#### Supplied records ####
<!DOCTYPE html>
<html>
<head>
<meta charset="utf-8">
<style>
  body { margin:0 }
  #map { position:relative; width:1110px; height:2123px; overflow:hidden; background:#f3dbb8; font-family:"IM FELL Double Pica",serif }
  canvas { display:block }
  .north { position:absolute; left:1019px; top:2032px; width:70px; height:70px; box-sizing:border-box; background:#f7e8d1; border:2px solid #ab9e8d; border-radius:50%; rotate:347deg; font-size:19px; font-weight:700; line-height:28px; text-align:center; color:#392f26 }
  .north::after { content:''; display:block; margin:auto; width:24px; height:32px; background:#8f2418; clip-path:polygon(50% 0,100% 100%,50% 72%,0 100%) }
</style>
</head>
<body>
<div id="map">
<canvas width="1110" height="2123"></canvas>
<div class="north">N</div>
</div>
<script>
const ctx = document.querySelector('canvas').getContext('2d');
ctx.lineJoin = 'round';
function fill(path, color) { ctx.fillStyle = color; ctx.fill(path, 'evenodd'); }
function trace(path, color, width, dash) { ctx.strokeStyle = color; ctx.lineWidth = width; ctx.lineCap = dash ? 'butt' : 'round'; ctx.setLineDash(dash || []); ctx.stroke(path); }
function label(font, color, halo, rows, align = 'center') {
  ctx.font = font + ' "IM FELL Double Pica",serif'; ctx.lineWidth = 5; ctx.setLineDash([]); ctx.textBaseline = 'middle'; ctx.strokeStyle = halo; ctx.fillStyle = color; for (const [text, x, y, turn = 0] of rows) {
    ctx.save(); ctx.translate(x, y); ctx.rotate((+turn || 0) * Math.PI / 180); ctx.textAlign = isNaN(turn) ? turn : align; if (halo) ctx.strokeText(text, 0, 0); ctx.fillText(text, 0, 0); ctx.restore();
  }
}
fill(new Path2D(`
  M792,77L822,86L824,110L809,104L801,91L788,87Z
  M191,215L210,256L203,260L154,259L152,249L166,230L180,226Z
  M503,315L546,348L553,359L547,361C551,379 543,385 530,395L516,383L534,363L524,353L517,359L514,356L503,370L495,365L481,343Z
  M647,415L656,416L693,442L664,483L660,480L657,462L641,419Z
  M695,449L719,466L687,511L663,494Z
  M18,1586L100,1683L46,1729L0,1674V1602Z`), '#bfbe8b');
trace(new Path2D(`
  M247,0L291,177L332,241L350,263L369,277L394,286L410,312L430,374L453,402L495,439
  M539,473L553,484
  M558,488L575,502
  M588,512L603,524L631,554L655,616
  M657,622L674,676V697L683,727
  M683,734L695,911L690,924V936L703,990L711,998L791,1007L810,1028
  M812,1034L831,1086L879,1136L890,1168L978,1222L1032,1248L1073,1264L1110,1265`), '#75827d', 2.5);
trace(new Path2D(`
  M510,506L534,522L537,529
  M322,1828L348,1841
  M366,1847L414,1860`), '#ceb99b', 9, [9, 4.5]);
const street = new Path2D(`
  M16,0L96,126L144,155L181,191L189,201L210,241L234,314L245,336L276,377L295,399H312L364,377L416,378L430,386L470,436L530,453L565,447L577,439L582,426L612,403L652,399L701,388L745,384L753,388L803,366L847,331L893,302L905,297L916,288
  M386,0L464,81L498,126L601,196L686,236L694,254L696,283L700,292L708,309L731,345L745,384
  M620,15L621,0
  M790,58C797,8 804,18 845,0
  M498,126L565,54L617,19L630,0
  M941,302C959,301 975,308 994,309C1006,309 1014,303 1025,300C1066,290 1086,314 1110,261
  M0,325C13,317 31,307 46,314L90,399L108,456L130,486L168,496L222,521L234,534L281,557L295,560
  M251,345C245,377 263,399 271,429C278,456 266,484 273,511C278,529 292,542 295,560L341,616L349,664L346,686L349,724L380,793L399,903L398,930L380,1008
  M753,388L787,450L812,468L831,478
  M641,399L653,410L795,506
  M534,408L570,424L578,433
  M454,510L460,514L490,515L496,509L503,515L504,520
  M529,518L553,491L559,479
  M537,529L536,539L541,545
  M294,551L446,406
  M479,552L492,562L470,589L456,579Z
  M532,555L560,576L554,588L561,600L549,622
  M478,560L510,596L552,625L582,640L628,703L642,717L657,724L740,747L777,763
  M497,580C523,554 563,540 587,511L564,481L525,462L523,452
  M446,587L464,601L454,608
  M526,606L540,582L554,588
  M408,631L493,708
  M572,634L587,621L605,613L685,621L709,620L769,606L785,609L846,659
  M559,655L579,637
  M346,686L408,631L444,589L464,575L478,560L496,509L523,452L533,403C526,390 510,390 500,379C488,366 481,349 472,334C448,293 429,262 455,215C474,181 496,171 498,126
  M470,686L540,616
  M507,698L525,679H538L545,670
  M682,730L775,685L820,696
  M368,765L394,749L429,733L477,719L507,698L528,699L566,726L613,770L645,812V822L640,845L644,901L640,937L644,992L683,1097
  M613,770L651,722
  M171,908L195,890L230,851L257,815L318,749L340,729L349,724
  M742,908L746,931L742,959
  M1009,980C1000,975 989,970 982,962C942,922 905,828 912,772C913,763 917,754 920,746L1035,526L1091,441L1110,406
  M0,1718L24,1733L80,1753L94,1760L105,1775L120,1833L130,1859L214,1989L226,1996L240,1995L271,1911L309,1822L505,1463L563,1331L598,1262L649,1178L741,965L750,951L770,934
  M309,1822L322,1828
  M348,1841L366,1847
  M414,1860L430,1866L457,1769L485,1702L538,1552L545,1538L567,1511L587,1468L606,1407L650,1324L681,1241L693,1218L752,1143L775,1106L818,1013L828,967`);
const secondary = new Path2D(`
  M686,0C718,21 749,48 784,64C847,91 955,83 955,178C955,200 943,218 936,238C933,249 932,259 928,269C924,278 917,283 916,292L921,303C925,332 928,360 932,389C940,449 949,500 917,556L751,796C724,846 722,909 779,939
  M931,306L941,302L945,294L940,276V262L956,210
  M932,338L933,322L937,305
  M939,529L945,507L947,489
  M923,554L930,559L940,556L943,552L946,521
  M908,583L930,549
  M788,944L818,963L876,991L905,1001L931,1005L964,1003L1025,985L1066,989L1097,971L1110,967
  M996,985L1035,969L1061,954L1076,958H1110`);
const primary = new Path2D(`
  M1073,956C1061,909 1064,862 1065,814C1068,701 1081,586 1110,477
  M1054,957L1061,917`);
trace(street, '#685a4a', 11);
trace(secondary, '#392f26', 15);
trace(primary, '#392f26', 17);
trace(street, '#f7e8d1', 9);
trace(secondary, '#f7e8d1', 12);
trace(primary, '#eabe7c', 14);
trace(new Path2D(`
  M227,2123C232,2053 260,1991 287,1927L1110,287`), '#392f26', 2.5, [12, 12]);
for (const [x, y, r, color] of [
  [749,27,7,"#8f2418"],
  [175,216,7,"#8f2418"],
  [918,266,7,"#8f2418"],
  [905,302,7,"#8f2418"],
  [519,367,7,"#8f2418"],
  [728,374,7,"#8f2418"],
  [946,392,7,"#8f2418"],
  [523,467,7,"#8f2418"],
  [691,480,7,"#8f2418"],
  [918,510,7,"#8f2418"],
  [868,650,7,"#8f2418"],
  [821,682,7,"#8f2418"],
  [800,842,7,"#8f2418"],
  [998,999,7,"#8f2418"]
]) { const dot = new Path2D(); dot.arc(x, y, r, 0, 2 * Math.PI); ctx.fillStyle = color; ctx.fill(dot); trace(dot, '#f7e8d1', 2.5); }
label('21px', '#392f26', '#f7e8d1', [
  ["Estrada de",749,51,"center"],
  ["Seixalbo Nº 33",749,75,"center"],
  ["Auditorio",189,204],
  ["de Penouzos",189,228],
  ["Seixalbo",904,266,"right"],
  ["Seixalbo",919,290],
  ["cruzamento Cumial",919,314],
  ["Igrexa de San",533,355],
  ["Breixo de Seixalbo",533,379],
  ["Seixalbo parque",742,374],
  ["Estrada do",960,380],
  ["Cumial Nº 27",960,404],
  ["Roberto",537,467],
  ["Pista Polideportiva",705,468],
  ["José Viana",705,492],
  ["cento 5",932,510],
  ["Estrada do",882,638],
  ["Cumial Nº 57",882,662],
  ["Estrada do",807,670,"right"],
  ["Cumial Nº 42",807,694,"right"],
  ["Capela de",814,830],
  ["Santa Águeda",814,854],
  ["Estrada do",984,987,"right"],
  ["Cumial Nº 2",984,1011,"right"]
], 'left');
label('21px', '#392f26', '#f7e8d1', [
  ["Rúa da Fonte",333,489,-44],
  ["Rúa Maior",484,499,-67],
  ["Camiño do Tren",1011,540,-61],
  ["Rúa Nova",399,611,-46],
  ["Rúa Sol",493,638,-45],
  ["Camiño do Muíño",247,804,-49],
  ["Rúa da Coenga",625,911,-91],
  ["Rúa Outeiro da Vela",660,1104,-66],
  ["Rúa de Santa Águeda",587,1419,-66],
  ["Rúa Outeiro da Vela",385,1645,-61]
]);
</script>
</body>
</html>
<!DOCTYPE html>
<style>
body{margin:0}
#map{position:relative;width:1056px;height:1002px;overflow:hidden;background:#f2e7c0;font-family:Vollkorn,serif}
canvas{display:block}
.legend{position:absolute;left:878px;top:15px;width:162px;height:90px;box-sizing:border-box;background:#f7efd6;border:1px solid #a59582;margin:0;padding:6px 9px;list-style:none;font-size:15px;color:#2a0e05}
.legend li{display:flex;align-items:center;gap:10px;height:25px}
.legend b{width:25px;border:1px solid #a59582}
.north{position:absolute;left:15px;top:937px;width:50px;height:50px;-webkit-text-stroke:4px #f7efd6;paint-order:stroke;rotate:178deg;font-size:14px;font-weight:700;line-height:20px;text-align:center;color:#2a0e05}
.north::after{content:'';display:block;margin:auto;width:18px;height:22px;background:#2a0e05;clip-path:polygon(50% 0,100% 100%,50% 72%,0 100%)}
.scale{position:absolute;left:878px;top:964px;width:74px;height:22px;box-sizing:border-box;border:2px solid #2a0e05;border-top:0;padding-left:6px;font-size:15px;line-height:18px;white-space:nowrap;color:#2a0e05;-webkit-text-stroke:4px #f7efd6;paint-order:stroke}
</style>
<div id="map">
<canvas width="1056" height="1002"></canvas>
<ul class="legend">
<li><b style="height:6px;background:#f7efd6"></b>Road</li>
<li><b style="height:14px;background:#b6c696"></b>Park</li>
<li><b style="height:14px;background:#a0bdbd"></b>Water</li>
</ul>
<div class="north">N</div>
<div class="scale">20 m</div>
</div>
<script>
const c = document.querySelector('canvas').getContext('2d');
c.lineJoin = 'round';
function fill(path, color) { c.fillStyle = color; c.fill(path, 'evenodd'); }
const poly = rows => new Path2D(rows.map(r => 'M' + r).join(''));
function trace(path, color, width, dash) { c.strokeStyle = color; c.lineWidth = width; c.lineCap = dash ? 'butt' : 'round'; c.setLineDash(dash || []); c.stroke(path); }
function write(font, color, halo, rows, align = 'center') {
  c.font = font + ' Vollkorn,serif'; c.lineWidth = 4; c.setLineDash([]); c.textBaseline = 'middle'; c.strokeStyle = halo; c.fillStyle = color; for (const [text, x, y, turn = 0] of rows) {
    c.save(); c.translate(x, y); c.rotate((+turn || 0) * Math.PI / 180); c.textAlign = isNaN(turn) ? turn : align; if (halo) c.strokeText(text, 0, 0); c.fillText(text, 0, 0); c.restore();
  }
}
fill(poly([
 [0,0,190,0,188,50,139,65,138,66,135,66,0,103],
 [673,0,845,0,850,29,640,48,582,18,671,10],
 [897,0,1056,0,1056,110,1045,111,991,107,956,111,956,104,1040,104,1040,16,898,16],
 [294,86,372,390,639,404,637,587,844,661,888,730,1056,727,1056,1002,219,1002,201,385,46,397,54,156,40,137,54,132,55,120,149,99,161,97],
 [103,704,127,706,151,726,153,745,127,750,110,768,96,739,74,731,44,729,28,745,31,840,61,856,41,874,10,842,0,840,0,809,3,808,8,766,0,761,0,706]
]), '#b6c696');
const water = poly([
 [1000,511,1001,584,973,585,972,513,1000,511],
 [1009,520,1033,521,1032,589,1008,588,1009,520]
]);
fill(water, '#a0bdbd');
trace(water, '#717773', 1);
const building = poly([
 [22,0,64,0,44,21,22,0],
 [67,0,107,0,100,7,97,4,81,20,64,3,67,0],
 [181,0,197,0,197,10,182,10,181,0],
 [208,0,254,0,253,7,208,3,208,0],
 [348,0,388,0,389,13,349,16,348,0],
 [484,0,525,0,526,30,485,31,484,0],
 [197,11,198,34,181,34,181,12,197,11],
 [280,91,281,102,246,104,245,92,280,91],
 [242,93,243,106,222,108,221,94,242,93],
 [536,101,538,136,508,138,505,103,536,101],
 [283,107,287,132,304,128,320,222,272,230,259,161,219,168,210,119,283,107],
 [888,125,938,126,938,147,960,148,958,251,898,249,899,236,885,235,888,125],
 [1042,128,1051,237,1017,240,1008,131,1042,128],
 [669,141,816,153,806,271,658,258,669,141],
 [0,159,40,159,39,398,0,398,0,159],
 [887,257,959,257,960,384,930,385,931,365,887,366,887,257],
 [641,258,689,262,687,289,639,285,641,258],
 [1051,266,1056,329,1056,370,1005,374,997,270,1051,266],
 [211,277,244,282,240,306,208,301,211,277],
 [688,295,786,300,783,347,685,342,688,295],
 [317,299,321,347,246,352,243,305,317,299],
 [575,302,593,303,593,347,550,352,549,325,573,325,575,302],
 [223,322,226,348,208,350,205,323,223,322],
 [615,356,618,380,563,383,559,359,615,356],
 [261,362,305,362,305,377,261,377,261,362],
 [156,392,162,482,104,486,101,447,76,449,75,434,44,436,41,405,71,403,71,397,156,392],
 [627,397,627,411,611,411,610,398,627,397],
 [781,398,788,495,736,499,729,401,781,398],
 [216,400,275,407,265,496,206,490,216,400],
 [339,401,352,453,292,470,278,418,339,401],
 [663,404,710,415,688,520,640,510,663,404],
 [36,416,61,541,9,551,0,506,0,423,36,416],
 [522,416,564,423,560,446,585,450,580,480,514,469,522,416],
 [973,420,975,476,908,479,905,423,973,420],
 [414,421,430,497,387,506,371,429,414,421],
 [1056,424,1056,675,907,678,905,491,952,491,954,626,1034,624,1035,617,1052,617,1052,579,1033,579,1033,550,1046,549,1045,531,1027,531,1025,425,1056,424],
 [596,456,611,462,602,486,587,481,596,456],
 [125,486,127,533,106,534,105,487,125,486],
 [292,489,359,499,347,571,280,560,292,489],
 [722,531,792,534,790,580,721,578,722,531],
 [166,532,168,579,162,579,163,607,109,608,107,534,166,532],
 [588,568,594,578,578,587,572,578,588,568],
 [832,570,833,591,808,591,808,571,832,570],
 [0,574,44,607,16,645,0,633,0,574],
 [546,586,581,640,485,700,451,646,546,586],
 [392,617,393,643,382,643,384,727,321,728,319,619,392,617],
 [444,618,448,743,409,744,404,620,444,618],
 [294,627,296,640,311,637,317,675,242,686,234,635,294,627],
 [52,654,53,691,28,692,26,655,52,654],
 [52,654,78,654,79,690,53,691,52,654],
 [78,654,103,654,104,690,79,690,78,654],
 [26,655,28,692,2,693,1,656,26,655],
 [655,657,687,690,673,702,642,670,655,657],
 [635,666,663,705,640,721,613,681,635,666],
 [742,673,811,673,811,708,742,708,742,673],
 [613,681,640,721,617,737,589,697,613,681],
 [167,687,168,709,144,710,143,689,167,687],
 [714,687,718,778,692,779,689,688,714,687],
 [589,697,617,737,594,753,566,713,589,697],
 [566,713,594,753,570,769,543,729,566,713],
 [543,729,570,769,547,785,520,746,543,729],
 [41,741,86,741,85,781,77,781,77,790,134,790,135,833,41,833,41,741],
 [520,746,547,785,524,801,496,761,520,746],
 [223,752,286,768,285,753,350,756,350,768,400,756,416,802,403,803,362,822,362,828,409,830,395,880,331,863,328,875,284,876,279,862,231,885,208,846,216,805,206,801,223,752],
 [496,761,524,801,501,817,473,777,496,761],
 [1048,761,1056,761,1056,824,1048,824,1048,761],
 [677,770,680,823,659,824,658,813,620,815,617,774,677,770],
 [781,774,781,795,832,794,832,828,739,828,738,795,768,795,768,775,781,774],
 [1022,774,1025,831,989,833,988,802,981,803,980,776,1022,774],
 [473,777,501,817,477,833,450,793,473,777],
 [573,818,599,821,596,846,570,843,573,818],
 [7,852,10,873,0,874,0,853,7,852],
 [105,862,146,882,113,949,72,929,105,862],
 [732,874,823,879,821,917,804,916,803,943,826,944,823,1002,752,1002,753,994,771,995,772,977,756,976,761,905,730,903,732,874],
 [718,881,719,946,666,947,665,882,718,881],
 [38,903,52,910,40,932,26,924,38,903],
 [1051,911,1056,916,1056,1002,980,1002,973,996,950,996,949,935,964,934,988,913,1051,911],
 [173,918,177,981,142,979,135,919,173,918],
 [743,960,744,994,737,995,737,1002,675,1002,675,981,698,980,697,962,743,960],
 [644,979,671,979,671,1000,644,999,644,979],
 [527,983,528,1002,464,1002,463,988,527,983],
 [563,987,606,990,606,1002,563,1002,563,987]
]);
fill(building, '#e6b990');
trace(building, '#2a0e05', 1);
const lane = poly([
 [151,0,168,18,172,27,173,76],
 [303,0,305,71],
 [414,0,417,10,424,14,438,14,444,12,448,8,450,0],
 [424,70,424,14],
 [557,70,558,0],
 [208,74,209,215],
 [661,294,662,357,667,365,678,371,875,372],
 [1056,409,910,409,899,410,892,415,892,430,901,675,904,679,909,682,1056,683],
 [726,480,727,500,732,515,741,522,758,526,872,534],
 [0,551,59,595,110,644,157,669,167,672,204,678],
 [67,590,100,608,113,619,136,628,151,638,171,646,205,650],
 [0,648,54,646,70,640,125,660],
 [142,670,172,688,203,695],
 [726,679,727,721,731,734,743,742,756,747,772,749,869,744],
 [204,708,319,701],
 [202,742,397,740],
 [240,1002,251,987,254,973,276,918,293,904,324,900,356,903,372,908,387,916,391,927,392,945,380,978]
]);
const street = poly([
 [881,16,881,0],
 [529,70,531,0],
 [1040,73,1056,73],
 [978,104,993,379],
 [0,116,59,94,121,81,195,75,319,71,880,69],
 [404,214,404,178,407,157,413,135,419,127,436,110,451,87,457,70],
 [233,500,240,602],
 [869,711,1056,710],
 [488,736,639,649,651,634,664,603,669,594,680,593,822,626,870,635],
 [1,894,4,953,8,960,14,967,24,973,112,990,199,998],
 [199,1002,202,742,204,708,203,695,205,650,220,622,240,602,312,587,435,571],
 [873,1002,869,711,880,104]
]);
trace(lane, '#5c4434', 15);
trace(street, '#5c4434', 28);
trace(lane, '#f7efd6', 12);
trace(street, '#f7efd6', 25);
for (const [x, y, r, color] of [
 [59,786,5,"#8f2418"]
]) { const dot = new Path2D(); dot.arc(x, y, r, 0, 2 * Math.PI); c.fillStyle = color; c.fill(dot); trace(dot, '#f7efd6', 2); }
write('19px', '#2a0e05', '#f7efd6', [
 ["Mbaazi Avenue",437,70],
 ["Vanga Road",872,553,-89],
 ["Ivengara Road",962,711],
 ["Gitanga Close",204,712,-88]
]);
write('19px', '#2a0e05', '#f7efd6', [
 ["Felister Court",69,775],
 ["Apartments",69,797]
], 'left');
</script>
####
Your task | Word for word, restate the lines above from the line containing "color; c.fill(path, 'evenodd');" through the line containing "function write(font, color, halo, rows, align", with both included and nothing else.

Your solution |
function fill(path, color) { c.fillStyle = color; c.fill(path, 'evenodd'); }
const poly = rows => new Path2D(rows.map(r => 'M' + r).join(''));
function trace(path, color, width, dash) { c.strokeStyle = color; c.lineWidth = width; c.lineCap = dash ? 'butt' : 'round'; c.setLineDash(dash || []); c.stroke(path); }
function write(font, color, halo, rows, align = 'center') {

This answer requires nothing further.